(Collected data)
•••

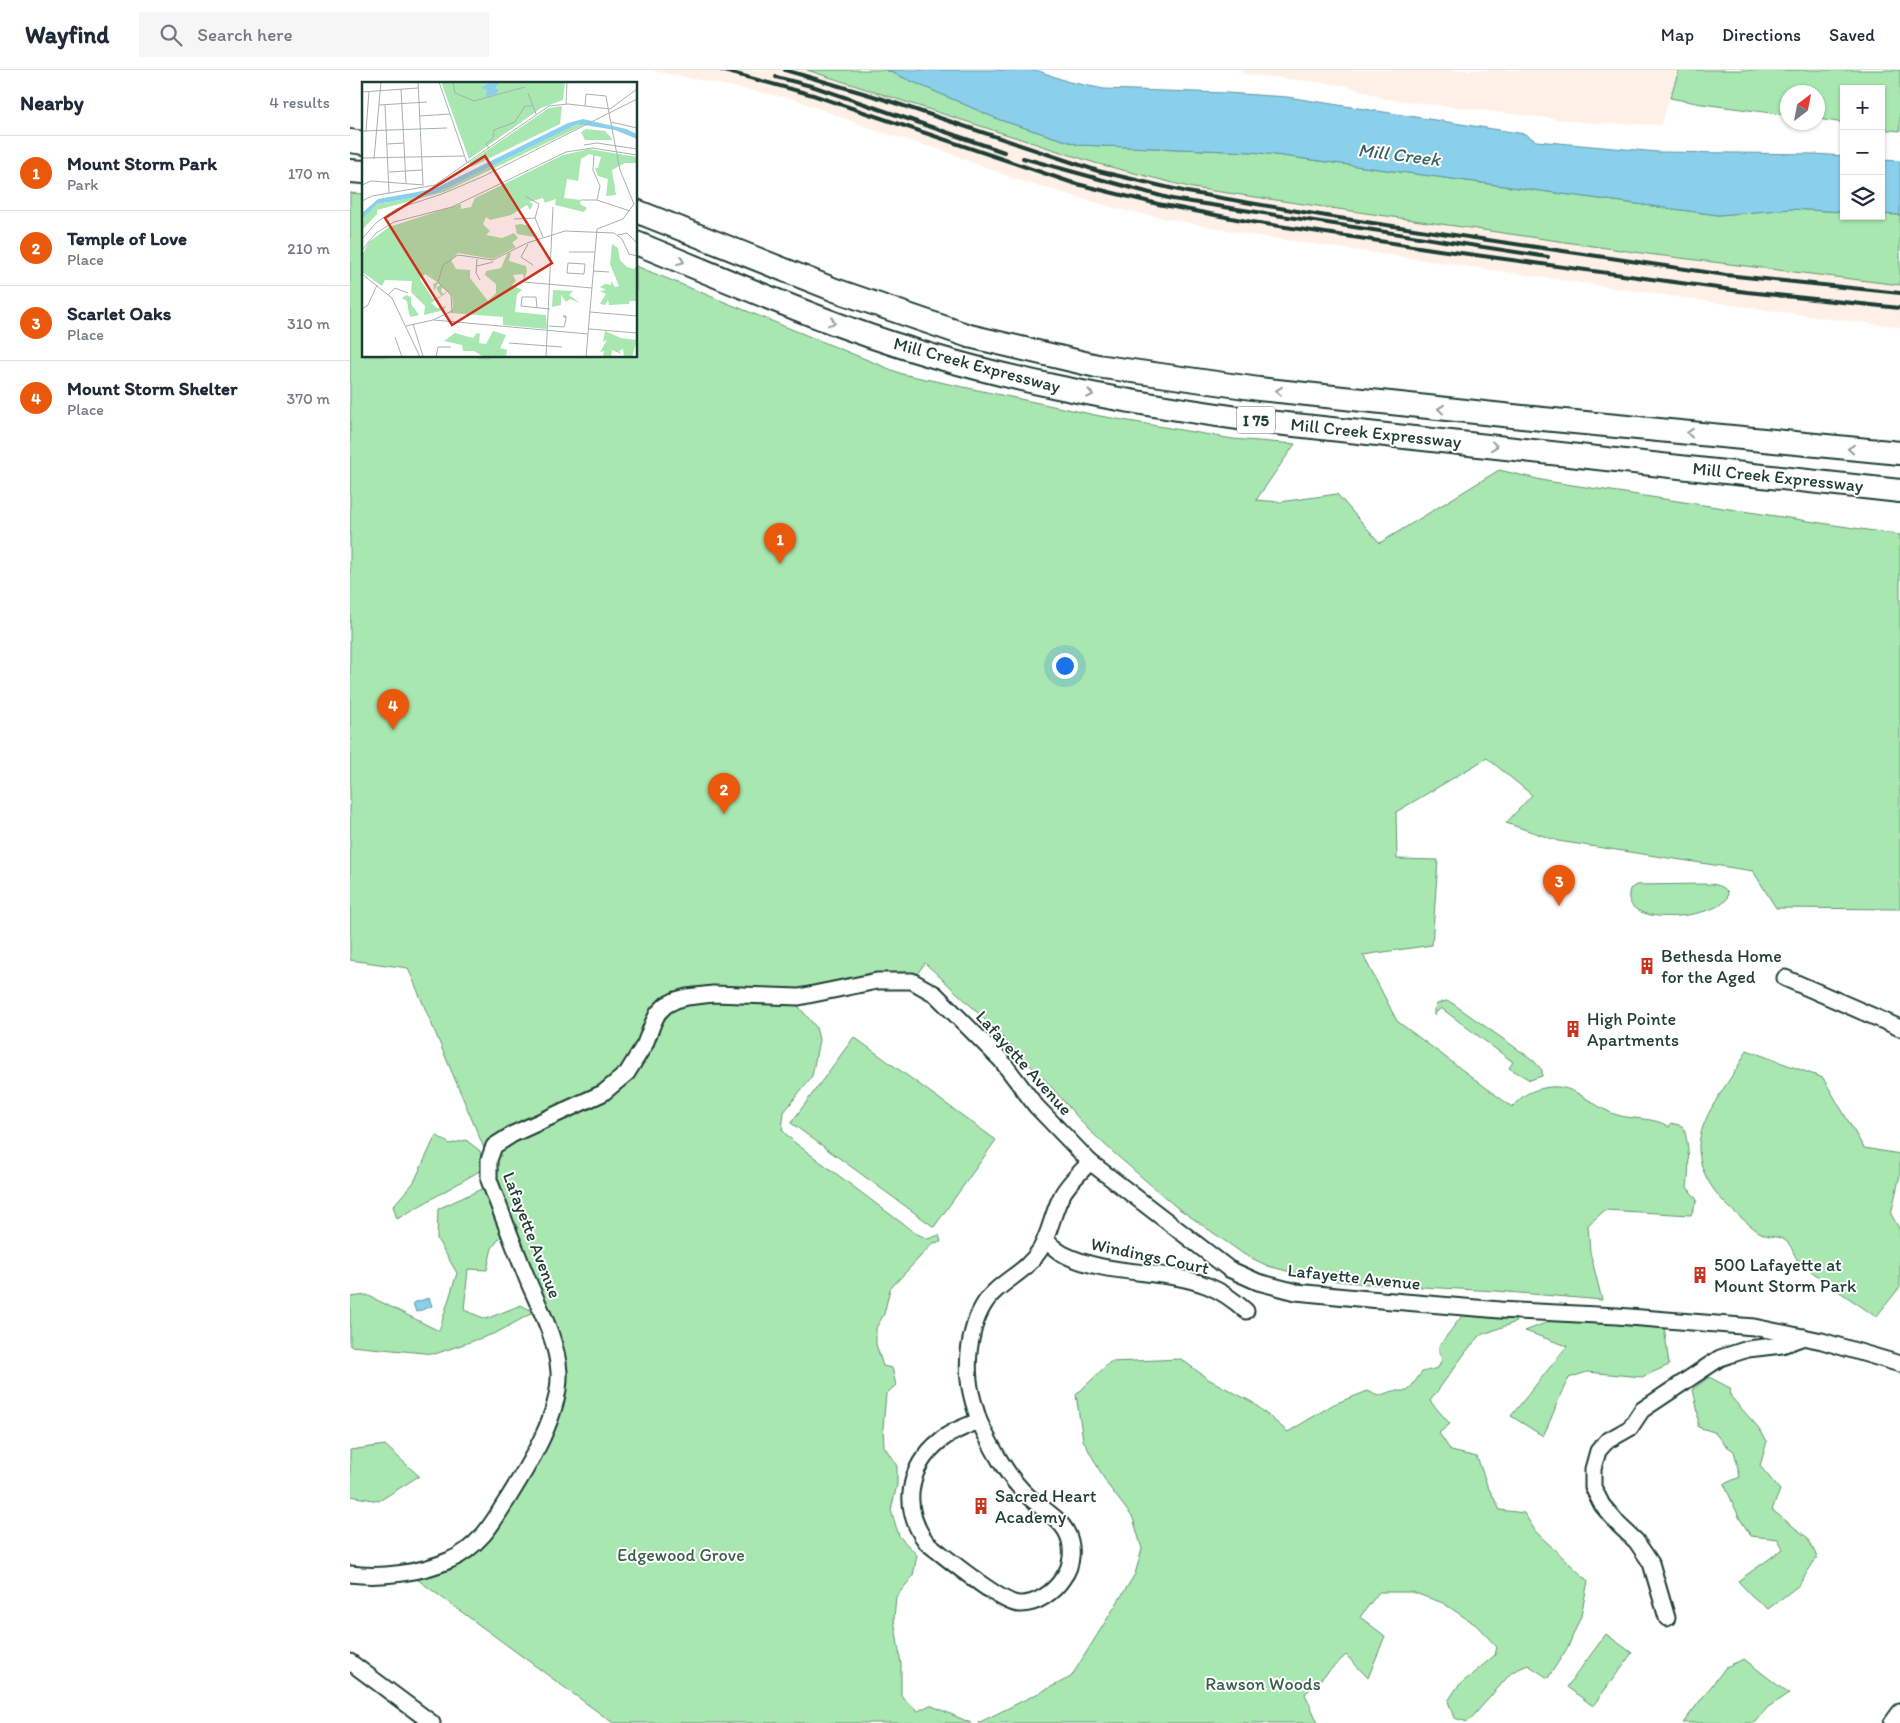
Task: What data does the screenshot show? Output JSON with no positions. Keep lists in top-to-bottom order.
{
  "streets": {
    "highway": ["Mill Creek Expressway", "I 75"],
    "street": ["Lafayette Avenue", "Windings Court"]
  },
  "water": ["Mill Creek"],
  "parks": ["Edgewood Grove", "Rawson Woods"],
  "places": {
    "building": [
      "Bethesda Home for the Aged",
      "High Pointe Apartments",
      "500 Lafayette at Mount Storm Park",
      "Sacred Heart Academy"
    ]
  },
  "north": "top right",
  "page": {
    "header": "Wayfind",
    "search": "Search here",
    "nav": ["Map", "Directions", "Saved"],
    "heading": ["Nearby", "4 results"],
    "map_buttons": ["+", "−"],
    "list": [
      {
        "mark": "1",
        "name": "Mount Storm Park",
        "note": "Park",
        "value": "170 m"
      },
      {
        "mark": "2",
        "name": "Temple of Love",
        "note": "Place",
        "value": "210 m"
      },
      {
        "mark": "3",
        "name": "Scarlet Oaks",
        "note": "Place",
        "value": "310 m"
      },
      {
        "mark": "4",
        "name": "Mount Storm Shelter",
        "note": "Place",
        "value": "370 m"
      }
    ],
    "pins": [
      "1",
      "4",
      "2",
      "3"
    ]
  }
}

•••

What is required ::
Whenever "Lafayette" occurs in a line of the entries, copy that line.

Result ::
    "street": ["Lafayette Avenue", "Windings Court"]
      "500 Lafayette at Mount Storm Park",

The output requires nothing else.